Supreme Court Blocks Execution Of METALLICA-'Influenced' Killer

July 7, 2004

The U.S. Supreme Court on Wednesday (July 7) blocked the scheduled execution of a man who chanted the chorus to METALLICA's "No Remorse" — "Another day, another death, another sorrow, another breath" — after fatally shooting a man in the head in Corpus Christi and robbing him of $13 twenty years ago.

Appeals filed to the court contend jurors were not allowed to properly consider Troy Kunkle's drug and alcohol abuse history and that Kunkle's due-process rights were violated when appeals lawyers were denied access to a state-paid full transcript of juror questioning, according to the Associated Press.

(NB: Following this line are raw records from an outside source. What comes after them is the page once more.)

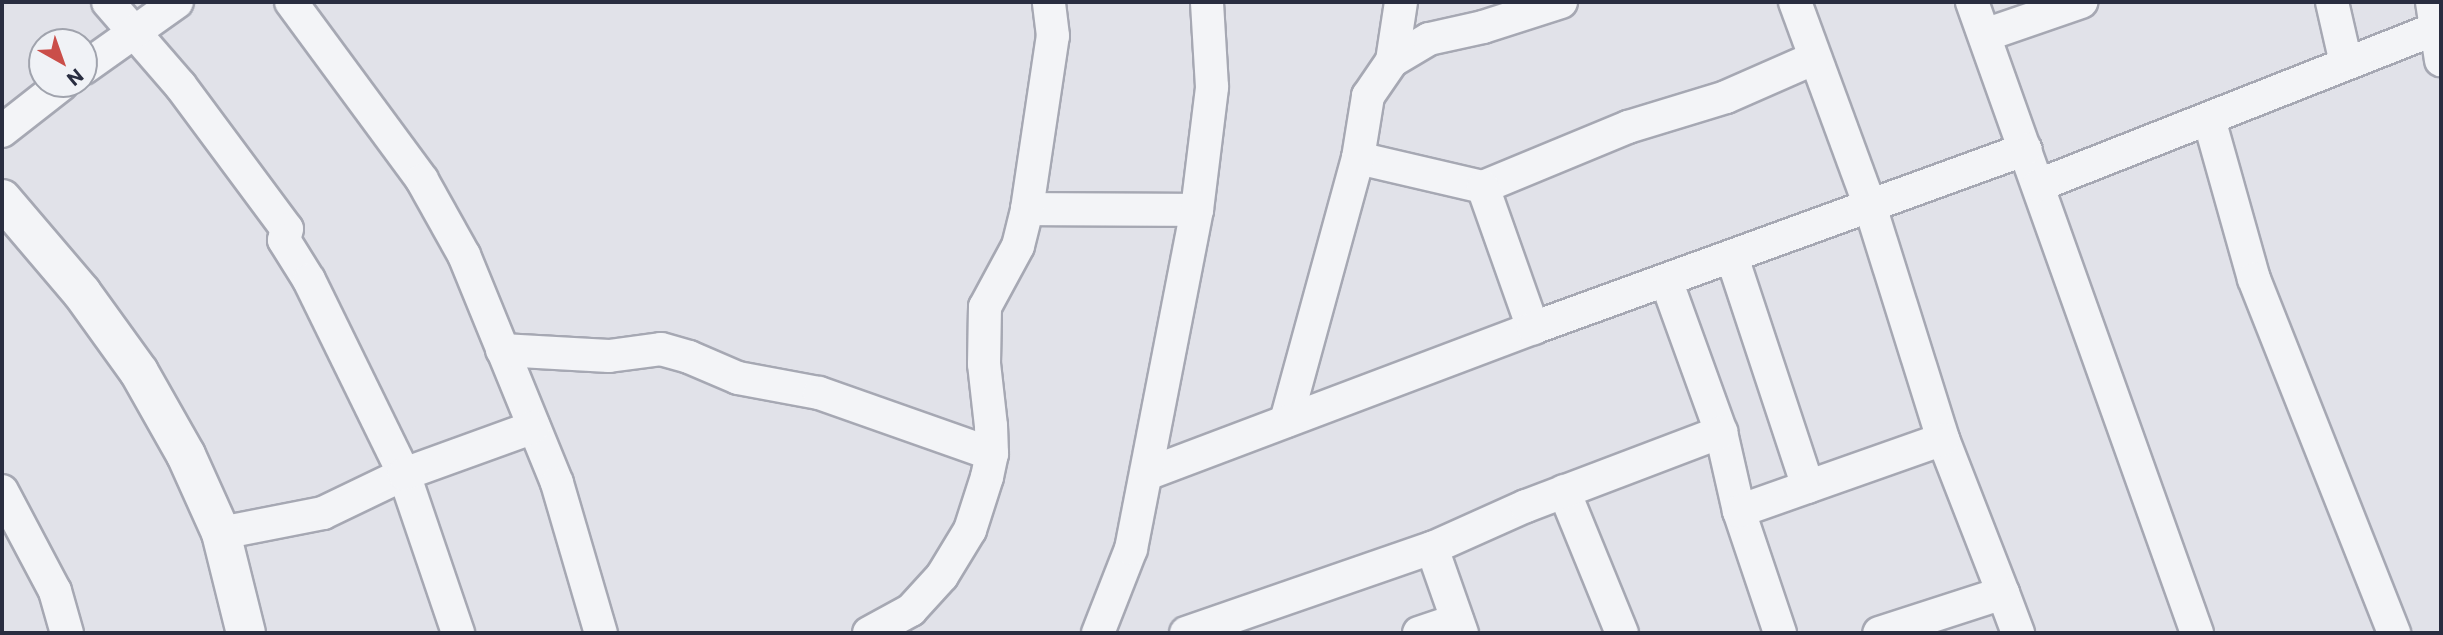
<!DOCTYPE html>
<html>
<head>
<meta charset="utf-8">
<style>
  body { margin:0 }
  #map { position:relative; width:2443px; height:635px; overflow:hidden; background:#e1e2e9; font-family:Commissioner,sans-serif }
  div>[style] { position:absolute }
  .roads { filter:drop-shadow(2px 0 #a6a8b3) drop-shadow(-2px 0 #a6a8b3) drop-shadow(0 2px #a6a8b3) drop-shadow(0 -2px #a6a8b3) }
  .minor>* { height:32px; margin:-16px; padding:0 16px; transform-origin:16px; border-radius:16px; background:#f3f4f7 }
  .tertiary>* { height:38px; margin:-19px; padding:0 19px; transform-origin:19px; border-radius:19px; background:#f3f4f7 }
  span { translate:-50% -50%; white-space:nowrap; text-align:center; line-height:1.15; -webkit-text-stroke:6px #f0f2f6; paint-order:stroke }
  .frame { position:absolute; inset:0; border:4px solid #292d40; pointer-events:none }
  .north { position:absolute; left:28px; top:28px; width:70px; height:70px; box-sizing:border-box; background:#f0f2f6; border:2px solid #a0a3ad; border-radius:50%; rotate:140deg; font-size:19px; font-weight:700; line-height:28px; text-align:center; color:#292d40 }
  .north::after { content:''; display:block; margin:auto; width:24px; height:32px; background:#ca4e49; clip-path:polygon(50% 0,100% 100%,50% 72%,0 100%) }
</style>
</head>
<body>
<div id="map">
  <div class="roads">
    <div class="minor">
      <i style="left:108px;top:2px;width:110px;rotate:49.1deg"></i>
      <i style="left:180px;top:85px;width:179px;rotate:53.4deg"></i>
      <i style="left:287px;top:229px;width:11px;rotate:105deg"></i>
      <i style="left:284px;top:240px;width:47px;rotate:58deg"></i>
      <i style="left:309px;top:280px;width:216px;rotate:63.9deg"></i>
      <i style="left:404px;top:474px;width:168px;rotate:71.2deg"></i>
      <i style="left:291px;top:2px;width:221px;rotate:53.6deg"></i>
      <i style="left:422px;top:180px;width:86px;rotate:60.8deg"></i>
      <i style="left:464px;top:255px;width:246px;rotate:67.8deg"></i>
      <i style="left:557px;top:483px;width:156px;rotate:73.7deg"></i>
      <i style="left:1795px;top:2px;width:217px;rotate:69.8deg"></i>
      <i style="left:1870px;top:206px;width:244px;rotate:72.6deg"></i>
      <i style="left:1943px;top:439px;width:165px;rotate:68.7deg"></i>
      <i style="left:2003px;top:593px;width:130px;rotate:162.1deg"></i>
      <i style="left:1972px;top:2px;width:670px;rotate:70.37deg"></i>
      <i style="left:2332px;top:2px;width:63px;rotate:77.1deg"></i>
      <i style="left:2432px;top:2px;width:59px;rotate:81.2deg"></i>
      <i style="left:1985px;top:35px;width:102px;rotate:-19deg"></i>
      <i style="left:1392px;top:61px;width:43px;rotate:-30.7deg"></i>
      <i style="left:1429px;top:39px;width:55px;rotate:-12.5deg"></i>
      <i style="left:1483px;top:27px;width:82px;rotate:-17.8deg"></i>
      <i style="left:84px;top:68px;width:114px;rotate:-35.4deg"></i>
      <i style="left:2209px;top:119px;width:166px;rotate:74.3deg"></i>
      <i style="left:2254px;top:279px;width:381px;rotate:68.4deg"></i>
      <i style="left:2px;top:131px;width:76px;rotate:-38.1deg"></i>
      <i style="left:1358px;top:158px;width:128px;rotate:13.1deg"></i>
      <i style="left:1483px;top:187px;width:157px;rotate:-22.5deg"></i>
      <i style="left:1628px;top:127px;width:102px;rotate:-17deg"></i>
      <i style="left:1726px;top:97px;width:97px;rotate:-23.7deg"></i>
      <i style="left:2039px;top:185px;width:432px;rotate:-21.5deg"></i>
      <i style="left:1483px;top:187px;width:150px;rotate:70.5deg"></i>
      <i style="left:1027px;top:209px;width:170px;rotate:0.3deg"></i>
      <i style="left:1732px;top:257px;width:242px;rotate:71.7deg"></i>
      <i style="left:1666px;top:280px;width:162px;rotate:70.1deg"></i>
      <i style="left:1721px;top:432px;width:81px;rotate:77.2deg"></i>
      <i style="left:1739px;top:511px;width:129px;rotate:71.4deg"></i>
      <i style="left:502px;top:350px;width:107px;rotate:3.2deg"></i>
      <i style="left:609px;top:356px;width:52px;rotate:-7.7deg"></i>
      <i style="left:661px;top:349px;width:29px;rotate:16deg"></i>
      <i style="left:689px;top:357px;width:53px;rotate:23.2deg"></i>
      <i style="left:738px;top:378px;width:82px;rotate:10.5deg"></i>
      <i style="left:819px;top:393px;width:183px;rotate:19.4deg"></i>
      <i style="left:1286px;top:421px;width:273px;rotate:-74.7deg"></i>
      <i style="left:1358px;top:158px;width:63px;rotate:-80.8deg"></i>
      <i style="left:1368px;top:96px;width:42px;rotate:-55.6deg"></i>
      <i style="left:1392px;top:61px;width:60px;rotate:-81.3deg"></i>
      <i style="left:1147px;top:474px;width:413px;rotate:-20.7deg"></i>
      <i style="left:1533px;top:328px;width:524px;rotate:-19.96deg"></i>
      <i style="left:2px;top:491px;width:113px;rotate:62.1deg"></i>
      <i style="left:55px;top:591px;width:44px;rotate:74.1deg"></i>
      <i style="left:1564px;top:491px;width:153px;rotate:67.8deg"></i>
      <i style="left:1739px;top:511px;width:216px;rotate:-19.4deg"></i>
      <i style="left:221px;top:533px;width:104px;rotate:-11.1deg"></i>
      <i style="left:323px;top:513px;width:90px;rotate:-25.7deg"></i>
      <i style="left:404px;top:474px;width:138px;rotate:-19.9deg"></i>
      <i style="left:1432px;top:548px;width:90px;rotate:70.6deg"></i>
      <i style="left:2003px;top:593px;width:43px;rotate:69.4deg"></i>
      <i style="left:869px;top:633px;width:48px;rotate:-28.7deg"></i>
      <i style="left:911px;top:610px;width:46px;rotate:-47.6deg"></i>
      <i style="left:942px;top:576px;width:54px;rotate:-58.7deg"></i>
      <i style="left:970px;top:530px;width:56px;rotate:-72.2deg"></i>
      <i style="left:987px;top:477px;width:24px;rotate:-78deg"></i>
      <i style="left:992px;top:454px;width:28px;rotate:-92deg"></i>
      <i style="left:991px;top:426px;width:62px;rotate:-96.4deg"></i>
      <i style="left:984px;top:364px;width:57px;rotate:-89deg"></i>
      <i style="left:985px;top:307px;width:69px;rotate:-61.6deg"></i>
      <i style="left:1018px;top:246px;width:38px;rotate:-76deg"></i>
      <i style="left:1027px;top:209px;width:175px;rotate:-81.5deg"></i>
      <i style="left:1053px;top:36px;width:34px;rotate:-97deg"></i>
      <i style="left:1098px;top:633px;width:90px;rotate:-68.6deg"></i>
      <i style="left:1131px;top:549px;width:345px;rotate:-79deg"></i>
      <i style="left:1197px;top:210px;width:124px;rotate:-83deg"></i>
      <i style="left:1212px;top:87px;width:85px;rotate:-93.4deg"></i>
      <i style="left:1186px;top:633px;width:260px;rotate:-19.1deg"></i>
      <i style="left:1432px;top:548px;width:103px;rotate:-24.1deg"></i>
      <i style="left:1526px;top:506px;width:209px;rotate:-20.8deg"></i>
      <i style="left:1419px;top:633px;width:40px;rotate:-18.9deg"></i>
    </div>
    <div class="tertiary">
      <i style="left:2px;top:199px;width:123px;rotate:49.6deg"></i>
      <i style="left:82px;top:293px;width:97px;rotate:54.2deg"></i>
      <i style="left:139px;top:372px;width:95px;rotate:60.5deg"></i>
      <i style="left:186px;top:455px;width:85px;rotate:65.8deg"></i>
      <i style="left:221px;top:533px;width:103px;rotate:76deg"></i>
    </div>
  </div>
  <div class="frame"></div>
  <div class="north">N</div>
</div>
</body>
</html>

The Supreme Court issued an indefinite stay.

Kunkle, 38, was set for lethal injection Wednesday night for fatally shooting Steven Horton, 29, during a robbery in Corpus Christi. He would be the 11th Texas prisoner executed this year.

On legal notepads in court, Kunkle wrote METALLICA lyrics, alleging the lyrics from "No Remorse" inspired him to kill. This disturbed the band's lead singer, James Hetfield, when he learned how Kunkle reacted to the verse, according to KZTV10.

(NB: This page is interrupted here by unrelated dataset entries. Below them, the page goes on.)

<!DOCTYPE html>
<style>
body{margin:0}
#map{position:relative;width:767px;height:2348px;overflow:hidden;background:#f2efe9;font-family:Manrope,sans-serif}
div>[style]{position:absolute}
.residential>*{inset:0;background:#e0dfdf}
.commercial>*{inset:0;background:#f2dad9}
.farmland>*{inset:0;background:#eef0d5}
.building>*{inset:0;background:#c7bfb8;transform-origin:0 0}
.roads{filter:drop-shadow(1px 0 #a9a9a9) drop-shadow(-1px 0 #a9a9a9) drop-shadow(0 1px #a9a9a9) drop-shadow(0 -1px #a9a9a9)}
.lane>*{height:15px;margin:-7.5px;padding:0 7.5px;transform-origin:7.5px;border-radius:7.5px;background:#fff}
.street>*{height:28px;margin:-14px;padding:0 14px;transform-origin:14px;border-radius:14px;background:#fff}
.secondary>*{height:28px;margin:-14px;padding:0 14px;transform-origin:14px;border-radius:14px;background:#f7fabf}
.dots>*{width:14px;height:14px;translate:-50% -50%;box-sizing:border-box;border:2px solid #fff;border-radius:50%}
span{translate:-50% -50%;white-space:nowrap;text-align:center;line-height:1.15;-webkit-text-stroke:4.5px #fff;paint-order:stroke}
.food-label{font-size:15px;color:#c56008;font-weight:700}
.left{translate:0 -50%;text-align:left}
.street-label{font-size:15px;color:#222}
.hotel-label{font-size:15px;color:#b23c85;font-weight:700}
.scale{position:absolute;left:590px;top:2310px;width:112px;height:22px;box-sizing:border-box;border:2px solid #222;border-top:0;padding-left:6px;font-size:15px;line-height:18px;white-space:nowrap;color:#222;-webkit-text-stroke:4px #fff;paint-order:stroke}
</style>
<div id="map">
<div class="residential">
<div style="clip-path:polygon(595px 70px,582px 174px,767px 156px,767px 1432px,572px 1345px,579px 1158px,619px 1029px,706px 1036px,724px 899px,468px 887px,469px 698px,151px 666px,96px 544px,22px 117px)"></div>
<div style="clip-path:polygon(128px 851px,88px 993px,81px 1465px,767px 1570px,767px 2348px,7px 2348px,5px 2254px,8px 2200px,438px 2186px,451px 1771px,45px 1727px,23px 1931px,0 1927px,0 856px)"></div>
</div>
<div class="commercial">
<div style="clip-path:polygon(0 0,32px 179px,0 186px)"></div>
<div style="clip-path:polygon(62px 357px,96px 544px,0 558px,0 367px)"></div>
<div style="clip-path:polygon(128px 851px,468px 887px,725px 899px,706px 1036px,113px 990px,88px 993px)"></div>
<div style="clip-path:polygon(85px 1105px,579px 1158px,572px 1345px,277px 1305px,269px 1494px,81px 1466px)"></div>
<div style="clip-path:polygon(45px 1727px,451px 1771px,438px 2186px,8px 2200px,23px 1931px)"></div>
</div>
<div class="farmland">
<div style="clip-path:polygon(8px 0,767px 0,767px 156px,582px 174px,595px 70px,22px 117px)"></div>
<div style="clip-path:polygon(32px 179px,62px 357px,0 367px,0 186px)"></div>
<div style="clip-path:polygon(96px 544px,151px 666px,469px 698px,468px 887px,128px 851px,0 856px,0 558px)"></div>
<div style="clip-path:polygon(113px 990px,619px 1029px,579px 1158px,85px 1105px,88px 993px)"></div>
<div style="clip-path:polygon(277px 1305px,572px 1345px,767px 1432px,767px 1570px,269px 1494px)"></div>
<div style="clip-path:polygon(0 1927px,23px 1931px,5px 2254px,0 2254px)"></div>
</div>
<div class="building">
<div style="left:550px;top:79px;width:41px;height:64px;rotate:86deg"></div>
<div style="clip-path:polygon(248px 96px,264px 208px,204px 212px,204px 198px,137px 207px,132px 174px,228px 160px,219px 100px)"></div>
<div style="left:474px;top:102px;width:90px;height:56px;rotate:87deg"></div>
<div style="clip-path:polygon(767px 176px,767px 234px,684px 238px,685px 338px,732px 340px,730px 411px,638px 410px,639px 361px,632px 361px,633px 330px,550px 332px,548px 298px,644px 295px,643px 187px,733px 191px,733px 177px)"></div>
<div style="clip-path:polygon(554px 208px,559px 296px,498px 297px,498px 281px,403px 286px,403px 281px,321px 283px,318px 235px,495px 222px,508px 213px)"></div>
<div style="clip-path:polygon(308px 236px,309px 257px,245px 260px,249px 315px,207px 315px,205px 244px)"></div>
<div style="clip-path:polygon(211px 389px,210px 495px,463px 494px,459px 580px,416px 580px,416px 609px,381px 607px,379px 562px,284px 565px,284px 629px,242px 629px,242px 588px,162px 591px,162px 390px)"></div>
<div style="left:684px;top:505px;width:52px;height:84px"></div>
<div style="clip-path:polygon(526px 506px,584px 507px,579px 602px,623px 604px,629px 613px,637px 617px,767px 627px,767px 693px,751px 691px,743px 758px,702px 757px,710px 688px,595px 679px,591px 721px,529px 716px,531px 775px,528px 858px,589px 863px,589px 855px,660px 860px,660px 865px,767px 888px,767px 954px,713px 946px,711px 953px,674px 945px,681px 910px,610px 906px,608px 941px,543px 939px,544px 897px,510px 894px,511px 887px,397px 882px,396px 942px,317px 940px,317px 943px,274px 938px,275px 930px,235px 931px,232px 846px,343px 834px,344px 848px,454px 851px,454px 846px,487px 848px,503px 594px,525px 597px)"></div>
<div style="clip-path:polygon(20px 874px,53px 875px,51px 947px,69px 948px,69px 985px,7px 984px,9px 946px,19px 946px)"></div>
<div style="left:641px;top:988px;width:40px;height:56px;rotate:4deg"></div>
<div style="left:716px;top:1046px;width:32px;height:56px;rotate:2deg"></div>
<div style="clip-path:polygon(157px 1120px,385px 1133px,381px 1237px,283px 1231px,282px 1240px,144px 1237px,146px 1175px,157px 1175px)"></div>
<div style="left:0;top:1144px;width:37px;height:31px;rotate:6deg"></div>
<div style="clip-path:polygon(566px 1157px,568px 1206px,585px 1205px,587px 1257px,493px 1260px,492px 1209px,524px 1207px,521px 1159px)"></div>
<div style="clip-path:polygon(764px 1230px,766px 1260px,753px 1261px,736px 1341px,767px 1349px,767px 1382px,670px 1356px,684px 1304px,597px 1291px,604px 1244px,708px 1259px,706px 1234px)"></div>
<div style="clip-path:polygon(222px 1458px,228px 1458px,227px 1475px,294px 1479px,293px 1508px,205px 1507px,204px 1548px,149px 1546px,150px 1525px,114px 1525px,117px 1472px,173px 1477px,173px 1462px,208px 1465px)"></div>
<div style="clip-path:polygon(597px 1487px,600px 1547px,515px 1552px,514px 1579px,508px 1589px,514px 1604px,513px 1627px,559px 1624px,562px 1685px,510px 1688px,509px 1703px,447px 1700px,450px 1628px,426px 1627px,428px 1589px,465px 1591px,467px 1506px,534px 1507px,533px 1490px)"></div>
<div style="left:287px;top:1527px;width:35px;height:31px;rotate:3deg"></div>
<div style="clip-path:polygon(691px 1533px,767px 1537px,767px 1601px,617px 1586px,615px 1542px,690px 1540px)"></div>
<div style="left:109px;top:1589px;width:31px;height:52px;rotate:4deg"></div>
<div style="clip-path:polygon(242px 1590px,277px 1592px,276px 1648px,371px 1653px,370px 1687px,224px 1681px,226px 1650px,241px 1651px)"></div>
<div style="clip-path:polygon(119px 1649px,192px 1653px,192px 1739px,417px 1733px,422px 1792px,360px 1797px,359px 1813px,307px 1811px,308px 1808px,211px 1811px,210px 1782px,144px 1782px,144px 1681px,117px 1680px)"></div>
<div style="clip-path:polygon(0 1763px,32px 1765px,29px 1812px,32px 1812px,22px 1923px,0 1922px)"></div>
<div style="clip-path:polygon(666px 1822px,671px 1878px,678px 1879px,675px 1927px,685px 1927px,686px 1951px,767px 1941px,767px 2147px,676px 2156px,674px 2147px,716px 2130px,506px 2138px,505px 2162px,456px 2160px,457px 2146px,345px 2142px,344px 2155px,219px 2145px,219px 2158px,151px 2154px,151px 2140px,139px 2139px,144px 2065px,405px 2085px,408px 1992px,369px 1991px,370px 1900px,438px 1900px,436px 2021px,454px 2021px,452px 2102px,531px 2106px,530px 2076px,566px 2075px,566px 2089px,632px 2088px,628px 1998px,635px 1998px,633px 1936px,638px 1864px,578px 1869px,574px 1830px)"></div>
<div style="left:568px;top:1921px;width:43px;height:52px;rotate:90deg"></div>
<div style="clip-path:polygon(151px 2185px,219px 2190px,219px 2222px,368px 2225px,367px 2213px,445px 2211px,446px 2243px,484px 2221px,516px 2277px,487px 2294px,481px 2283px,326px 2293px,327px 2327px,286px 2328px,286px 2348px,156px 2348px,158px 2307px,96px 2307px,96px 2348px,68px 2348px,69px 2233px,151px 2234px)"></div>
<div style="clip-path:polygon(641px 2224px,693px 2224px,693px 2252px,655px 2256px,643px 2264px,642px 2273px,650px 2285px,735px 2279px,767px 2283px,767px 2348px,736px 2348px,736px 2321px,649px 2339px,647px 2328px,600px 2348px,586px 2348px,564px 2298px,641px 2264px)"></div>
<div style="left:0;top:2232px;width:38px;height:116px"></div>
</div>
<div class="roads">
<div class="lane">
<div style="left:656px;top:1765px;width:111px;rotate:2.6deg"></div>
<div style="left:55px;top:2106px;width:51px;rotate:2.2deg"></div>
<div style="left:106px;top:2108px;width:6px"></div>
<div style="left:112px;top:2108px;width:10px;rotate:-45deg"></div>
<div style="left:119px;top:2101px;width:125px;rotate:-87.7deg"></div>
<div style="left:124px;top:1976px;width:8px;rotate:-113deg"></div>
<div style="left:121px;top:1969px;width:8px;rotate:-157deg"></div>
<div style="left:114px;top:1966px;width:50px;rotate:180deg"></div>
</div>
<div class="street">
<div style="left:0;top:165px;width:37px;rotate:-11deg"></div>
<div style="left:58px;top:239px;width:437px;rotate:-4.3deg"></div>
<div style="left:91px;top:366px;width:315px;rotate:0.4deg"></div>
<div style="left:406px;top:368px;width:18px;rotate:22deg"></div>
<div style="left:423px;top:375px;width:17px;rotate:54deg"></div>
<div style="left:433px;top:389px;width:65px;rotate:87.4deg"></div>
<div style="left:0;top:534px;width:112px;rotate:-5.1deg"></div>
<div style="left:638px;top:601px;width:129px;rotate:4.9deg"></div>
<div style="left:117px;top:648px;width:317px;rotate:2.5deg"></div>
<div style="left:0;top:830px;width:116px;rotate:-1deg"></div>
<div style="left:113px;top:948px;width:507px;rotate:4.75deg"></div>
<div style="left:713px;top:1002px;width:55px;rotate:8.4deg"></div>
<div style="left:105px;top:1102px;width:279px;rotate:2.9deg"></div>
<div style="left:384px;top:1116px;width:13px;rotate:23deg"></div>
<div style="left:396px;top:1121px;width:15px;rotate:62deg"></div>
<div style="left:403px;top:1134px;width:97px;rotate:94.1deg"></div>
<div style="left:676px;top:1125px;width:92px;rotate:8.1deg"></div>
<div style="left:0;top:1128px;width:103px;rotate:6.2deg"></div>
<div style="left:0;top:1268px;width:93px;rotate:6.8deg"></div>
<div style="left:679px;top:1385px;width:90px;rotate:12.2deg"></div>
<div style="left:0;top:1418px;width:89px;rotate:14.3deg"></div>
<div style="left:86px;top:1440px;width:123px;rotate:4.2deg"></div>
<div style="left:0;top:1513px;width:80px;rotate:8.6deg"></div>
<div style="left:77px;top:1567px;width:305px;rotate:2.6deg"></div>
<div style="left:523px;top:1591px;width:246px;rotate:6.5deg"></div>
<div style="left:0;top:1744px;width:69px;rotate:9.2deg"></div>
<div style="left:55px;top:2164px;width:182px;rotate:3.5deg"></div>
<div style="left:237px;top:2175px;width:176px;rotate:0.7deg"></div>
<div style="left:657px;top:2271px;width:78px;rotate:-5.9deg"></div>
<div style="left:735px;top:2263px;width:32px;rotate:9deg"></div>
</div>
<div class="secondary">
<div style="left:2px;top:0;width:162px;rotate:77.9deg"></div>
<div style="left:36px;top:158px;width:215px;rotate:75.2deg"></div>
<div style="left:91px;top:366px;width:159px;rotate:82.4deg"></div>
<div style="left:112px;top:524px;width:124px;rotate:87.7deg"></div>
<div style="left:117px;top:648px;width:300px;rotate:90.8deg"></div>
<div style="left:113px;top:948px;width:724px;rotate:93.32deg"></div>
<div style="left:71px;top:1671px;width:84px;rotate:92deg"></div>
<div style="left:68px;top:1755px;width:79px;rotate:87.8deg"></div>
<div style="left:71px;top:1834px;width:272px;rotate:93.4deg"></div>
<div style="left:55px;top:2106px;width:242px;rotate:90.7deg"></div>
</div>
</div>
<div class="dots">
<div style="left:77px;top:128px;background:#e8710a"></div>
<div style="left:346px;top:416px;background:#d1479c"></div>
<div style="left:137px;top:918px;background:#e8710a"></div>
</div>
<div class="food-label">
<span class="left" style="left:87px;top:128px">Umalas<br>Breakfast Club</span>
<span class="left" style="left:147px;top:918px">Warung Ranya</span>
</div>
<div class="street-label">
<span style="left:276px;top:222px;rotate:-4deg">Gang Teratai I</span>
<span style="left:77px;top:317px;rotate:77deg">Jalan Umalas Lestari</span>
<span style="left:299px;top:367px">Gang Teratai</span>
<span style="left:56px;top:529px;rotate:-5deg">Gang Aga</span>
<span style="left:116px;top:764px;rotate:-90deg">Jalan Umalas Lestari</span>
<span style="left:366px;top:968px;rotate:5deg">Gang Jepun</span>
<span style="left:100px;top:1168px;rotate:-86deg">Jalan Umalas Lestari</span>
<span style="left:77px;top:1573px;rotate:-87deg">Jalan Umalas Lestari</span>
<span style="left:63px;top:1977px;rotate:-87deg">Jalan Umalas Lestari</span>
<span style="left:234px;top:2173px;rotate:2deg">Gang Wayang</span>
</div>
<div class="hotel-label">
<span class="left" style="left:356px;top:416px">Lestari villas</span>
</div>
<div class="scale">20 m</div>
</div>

Hetfield, in 1984, said, "I guess this kid took it into his own ways. Of course, we're upset but I mean we had nothing directly to do with it."

Leslie Poynter Dixon, a former assistant district attorney in Nueces County who prosecuted the case, last week recalled a hearing about whether the METALLICA song could be used as evidence.

"As this album [METALLICA's 'Kill 'Em All'] was being played for the judge so he could make his decision on whether it would be admitted, Mr. Kunkle was playing an air guitar," said Dixon, now the district attorney in Van Zandt County in East Texas. "That really struck me. It suggested to me that Mr. Kunkle had no regard for human life — even his own — because this was his trial and the state was seeking the death penalty."